There are increasing and competing demands for using biomass in the EU, using it for bio-based products in sectors such as construction, energy, transport, furniture and textile industries, but also reserving it for nature conservation and carbon sequestration. The European Environment Agency (EEA) report, published today, stresses that there is an urgent need to prioritise biomass uses due to different roles foreseen for biomass in the European Green Deal and due to the potential shortage of biomass supply in the future.

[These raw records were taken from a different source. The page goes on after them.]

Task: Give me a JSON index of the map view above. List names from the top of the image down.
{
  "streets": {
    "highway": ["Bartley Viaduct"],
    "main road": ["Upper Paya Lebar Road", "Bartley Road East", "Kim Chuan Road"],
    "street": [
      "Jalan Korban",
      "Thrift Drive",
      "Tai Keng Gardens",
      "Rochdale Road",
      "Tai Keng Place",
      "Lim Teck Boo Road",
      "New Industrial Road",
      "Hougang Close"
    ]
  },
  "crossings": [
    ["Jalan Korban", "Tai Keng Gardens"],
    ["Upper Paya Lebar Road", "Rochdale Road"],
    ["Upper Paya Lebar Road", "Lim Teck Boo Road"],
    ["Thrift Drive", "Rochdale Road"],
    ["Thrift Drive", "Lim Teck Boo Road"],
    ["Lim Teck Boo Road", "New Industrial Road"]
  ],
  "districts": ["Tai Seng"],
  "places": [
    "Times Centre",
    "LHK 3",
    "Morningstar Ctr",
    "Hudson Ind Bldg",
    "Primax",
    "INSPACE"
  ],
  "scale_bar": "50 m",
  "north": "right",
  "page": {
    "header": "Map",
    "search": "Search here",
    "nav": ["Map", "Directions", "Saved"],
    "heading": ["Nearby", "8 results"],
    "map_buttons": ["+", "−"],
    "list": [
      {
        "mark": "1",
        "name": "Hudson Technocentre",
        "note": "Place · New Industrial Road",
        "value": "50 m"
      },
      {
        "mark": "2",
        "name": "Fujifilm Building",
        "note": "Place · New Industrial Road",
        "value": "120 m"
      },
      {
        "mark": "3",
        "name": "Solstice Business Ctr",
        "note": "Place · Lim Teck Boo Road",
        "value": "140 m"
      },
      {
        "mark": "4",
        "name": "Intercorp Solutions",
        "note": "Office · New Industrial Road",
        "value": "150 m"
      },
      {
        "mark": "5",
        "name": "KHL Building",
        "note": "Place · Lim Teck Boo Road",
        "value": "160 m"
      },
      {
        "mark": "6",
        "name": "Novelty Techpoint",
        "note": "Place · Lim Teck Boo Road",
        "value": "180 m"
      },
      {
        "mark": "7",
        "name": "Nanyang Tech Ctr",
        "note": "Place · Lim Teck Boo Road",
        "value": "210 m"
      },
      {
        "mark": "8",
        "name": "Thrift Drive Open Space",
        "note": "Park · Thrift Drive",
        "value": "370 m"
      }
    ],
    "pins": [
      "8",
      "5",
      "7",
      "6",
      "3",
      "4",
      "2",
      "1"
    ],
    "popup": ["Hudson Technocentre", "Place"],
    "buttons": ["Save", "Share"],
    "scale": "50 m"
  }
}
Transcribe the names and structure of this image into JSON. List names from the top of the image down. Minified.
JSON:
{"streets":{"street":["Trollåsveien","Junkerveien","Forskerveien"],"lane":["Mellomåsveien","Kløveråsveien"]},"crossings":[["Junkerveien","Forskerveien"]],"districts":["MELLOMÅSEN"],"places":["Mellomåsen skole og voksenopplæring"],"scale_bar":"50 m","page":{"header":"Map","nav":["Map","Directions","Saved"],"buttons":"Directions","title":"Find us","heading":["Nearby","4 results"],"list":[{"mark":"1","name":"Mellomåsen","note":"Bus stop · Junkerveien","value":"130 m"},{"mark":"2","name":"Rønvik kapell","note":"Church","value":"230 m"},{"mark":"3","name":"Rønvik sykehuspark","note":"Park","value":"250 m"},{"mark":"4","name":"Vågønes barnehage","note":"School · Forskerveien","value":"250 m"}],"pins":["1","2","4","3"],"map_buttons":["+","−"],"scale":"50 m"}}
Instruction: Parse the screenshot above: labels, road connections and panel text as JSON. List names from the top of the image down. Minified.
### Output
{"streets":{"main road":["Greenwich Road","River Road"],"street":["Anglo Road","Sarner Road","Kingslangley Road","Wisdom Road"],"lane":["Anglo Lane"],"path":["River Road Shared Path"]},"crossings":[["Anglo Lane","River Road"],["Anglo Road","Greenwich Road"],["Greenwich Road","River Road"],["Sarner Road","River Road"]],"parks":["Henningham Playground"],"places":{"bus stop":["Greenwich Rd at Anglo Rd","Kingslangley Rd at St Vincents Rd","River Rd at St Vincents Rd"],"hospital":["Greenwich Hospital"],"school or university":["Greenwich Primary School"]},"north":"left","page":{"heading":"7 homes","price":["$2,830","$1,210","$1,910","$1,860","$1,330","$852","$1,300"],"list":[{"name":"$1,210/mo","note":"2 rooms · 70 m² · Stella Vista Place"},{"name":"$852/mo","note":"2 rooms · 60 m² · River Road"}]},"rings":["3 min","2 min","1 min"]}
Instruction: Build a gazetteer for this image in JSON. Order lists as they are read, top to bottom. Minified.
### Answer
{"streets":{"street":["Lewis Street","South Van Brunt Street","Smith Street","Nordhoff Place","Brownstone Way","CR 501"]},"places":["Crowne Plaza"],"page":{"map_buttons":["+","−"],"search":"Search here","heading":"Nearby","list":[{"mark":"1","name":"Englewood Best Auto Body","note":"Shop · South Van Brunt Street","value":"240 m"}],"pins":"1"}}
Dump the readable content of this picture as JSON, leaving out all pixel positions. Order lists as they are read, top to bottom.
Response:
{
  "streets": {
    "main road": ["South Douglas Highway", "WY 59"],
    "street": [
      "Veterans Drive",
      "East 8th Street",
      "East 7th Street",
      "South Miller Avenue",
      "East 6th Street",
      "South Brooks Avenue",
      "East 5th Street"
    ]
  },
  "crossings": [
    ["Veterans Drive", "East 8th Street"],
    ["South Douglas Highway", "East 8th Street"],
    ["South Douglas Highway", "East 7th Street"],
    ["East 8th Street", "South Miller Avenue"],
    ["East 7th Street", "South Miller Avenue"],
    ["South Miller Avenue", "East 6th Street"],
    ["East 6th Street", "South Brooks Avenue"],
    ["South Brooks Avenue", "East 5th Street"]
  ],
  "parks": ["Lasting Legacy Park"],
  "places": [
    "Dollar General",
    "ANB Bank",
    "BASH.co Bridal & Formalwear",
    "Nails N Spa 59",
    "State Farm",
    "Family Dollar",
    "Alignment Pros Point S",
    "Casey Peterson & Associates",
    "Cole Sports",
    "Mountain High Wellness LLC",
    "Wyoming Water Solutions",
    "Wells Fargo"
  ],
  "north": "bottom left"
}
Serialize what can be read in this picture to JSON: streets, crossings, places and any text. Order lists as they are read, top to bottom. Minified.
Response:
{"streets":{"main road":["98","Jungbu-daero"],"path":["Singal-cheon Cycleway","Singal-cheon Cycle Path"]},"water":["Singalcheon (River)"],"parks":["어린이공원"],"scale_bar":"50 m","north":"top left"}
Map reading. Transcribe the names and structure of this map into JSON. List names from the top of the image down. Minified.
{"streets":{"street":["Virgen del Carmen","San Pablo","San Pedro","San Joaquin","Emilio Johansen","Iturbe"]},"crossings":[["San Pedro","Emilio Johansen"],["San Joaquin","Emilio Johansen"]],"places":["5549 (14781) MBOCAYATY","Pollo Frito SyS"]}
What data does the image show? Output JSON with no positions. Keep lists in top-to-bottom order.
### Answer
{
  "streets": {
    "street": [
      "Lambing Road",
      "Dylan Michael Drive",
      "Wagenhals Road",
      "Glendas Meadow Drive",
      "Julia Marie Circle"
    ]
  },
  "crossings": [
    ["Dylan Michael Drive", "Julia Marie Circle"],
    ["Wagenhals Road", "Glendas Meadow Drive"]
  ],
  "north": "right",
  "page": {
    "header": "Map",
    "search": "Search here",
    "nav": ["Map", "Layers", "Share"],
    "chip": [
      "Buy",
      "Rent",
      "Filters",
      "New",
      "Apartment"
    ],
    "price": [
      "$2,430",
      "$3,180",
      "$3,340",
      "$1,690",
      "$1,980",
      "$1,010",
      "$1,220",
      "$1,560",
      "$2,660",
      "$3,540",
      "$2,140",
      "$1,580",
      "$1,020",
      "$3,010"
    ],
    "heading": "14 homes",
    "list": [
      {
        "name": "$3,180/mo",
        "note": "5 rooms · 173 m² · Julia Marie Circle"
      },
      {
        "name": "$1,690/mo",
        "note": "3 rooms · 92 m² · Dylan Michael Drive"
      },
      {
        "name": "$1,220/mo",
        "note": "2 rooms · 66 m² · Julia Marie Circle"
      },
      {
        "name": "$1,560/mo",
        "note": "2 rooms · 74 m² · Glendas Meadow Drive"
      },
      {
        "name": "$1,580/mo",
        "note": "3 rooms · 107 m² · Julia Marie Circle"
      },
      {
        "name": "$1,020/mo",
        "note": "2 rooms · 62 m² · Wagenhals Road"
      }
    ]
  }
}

The EEA report ‘The European biomass puzzle – Challenges, opportunities and trade-offs around biomass production and use in the EU’ looks at how biomass can help us reach our climate and environmental objectives, and how climate change might affect the EU’s biomass production in agriculture and forest sectors. The report also discusses key synergies and trade-offs in the use of biomass for different policy objectives.
The key challenge highlighted by the EEA report is that EU policy objectives have competing demands for European biomass that comes from agriculture and forestry, while its supply remains limited by land area, vegetation growth, changing climate and global trade.
The EEA report stresses that there is an urgent need to make decisions on biomass management in Europe to meet environment and climate goals by 2030 and 2050. Decisions are needed to reverse the negative trends in the health of ecosystems as well to increase carbon sinks to meet climate objectives. To achieve results by 2030 and 2050, policy interventions on land management, especially those affecting forests and agriculture, are needed already now.
Immediate policy responses raised by the EEA report include specifying how nature protection and carbon sequestration can be combined with biomass production, ensuring that increasing use of biomass does not lead to unsustainable practices in the EU and abroad, and improving a more circular and cascading use of biomass. What biomass feedstocks and products are to be prioritised, and for which purposes, needs to be carefully evaluated against the economic and societal costs and against environment and climate impacts.